Swift introduced on her social media on July 23 that, in lower than 24 hours, she’d drop her subsequent album. It’s been a bit over a yr since her final album, which is before anybody anticipated one other full-length album from the artist. Plus, folklore (the album) is just not the kind of music Swift has achieved in recent times. 

So total, it was an important reward for followers of Swift. Between the significant lyrics and the attractive new video for “Cardigan,” she delivered loads. However, the design for the cardigan seen within the video — and that Swift was promoting — was a bit too just like one other design that already existed. 

A Black-owned retailer referred to as out Swift’s comparable design 

Amira Rasool, founder and CEO of style retailer The Folklore, shared on Instagram that Swift’s design “ripped off” her firm’s emblem. The situation was that Swift’s emblem on the cardigan stated “the folklore album,” and it matched The Folklore’s emblem.
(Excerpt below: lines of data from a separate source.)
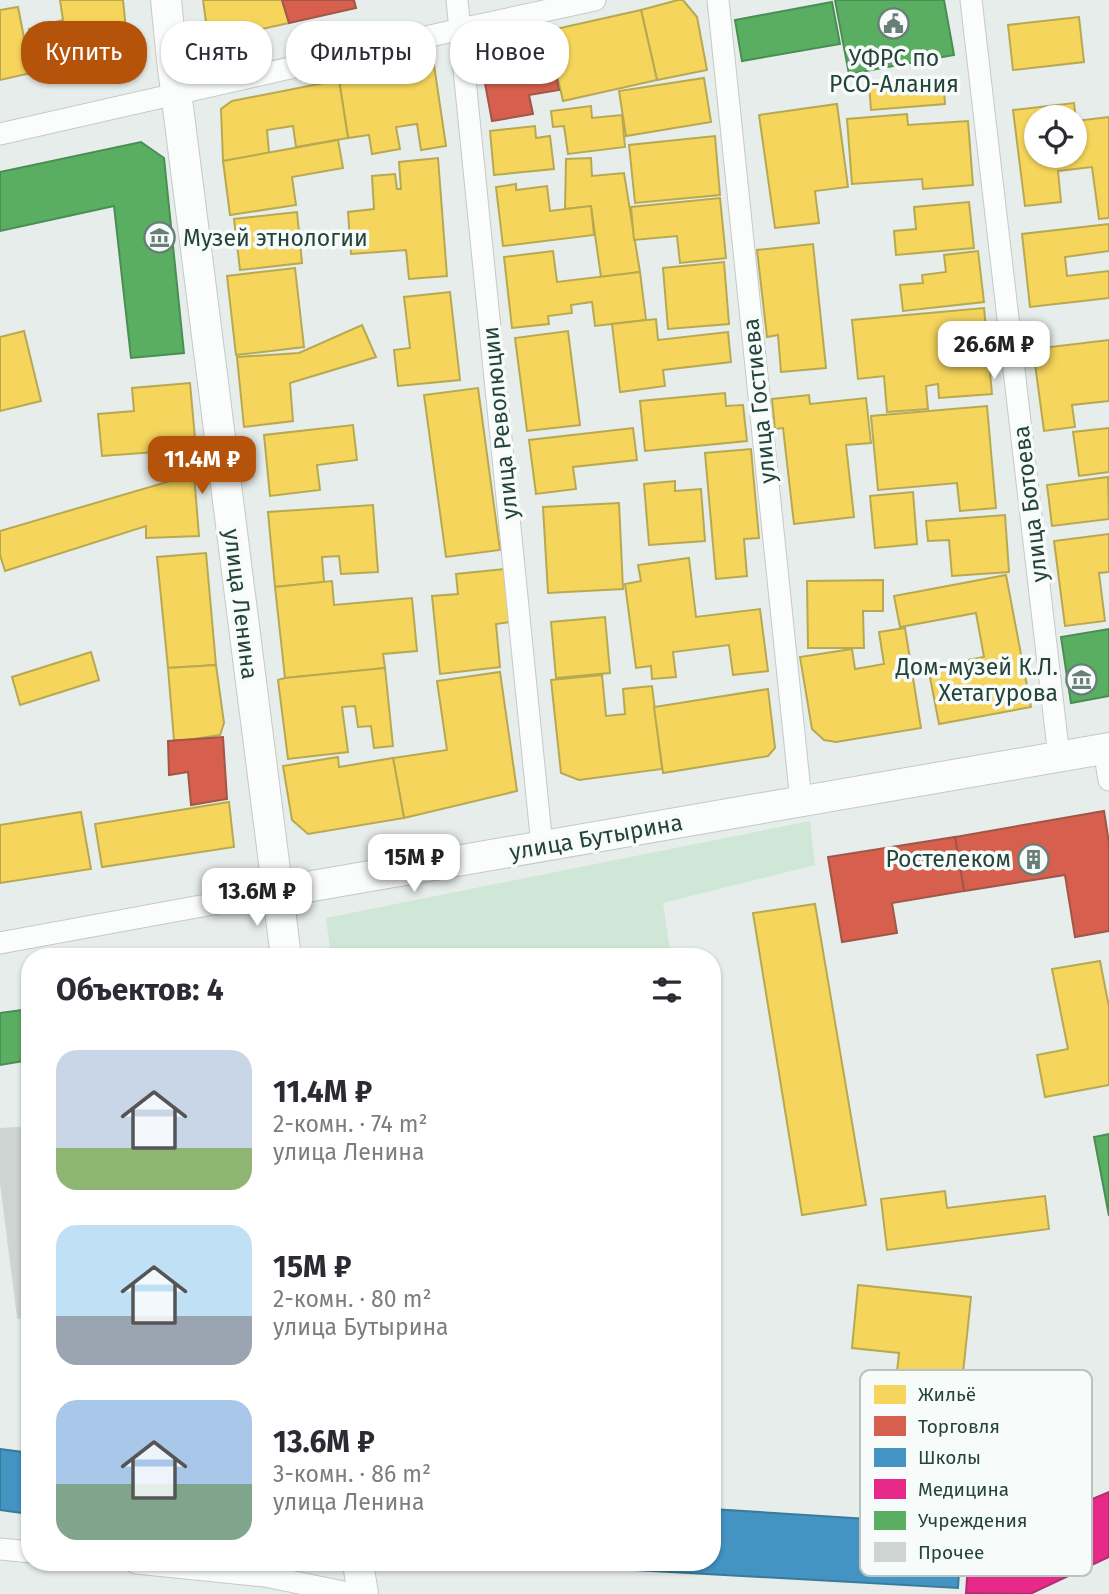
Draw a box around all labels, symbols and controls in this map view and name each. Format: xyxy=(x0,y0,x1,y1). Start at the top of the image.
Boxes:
public building icon: УФРС по РСО-Алания xyxy=(877,7,911,41)
chip: Купить xyxy=(21,21,147,84)
chip: Снять xyxy=(161,21,272,84)
chip: Фильтры xyxy=(286,21,436,84)
chip: Новое xyxy=(450,21,569,84)
place label: УФРС по РСО-Алания xyxy=(829,44,959,98)
map controls xyxy=(1024,105,1087,168)
button: locate xyxy=(1024,105,1087,168)
museum icon: Музей этнологии xyxy=(143,221,177,255)
place label: Музей этнологии xyxy=(183,224,368,252)
street label: улица Гостиева xyxy=(736,317,782,485)
pin: 26.6M ₽ xyxy=(929,322,1059,381)
street label: улица Революции xyxy=(476,325,524,521)
text: 26.6M ₽ xyxy=(954,330,1034,358)
street label: улица Ботоева xyxy=(1007,424,1053,584)
pin: 11.4M ₽ xyxy=(137,436,267,496)
text: 11.4M ₽ xyxy=(164,445,240,473)
street label: улица Ленина xyxy=(218,527,264,681)
place label: Дом-музей К.Л. Хетагурова xyxy=(895,653,1058,707)
museum icon: Дом-музей К.Л. Хетагурова xyxy=(1064,663,1098,697)
street label: улица Бутырина xyxy=(507,808,685,866)
pin: 15M ₽ xyxy=(365,834,463,894)
building icon: Ростелеком xyxy=(1017,842,1051,876)
text: 15M ₽ xyxy=(384,843,444,871)
place label: Ростелеком xyxy=(885,845,1011,873)
pin: 13.6M ₽ xyxy=(192,869,322,928)
text: 13.6M ₽ xyxy=(218,877,296,905)
icon: filters xyxy=(648,971,686,1009)
text: Объектов: 4 xyxy=(56,972,224,1008)
text: 11.4M ₽ xyxy=(273,1074,372,1110)
icon: home xyxy=(112,1078,196,1162)
text: 2-комн. · 74 m² xyxy=(273,1110,428,1138)
text: улица Ленина xyxy=(273,1138,424,1166)
text: 15M ₽ xyxy=(273,1249,352,1285)
icon: home xyxy=(112,1253,196,1337)
text: 2-комн. · 80 m² xyxy=(273,1285,432,1313)
text: улица Бутырина xyxy=(273,1313,449,1341)
legend xyxy=(860,1370,1092,1576)
text: Жильё xyxy=(918,1383,976,1406)
text: Торговля xyxy=(918,1415,1000,1438)
text: 13.6M ₽ xyxy=(273,1424,375,1460)
icon: home xyxy=(112,1428,196,1512)
text: Школы xyxy=(918,1446,981,1469)
text: 3-комн. · 86 m² xyxy=(273,1460,431,1488)
text: Медицина xyxy=(918,1478,1009,1501)
text: улица Ленина xyxy=(273,1488,424,1516)
text: Учреждения xyxy=(918,1509,1027,1532)
text: Прочее xyxy=(918,1541,984,1564)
The manner the phrase “the” was positioned was similar to The Folklore’s. 

“Based on the similarities of the design, I believe the designer of the merch ripped off my company’s logo,” Rasool shared on Instagram. “I am sharing my story to bring light to the trend of large companies/celebrities copying the work of small minority-owned business owners. I am not going to let this blatant theft go unchecked.”

Rasool informed InStyle that she was “shocked” at first, however had seen the tales of massive firms taking designs or “ripping off” smaller, Black-owned companies particularly. “I just couldn’t believe that it was happening to me,” she stated. 

While she shared that she finds it “hard to believe” that Swift’s staff didn’t see The Folklore and its design on Google, she doesn’t blame the singer outright. 

“Clearly Taylor didn’t find The Folklore and make this sketch,” Rasool stated. “But at the end of the day, Taylor is the one who’s profiting off of it. This is her team. So it’s up to her to make it right.”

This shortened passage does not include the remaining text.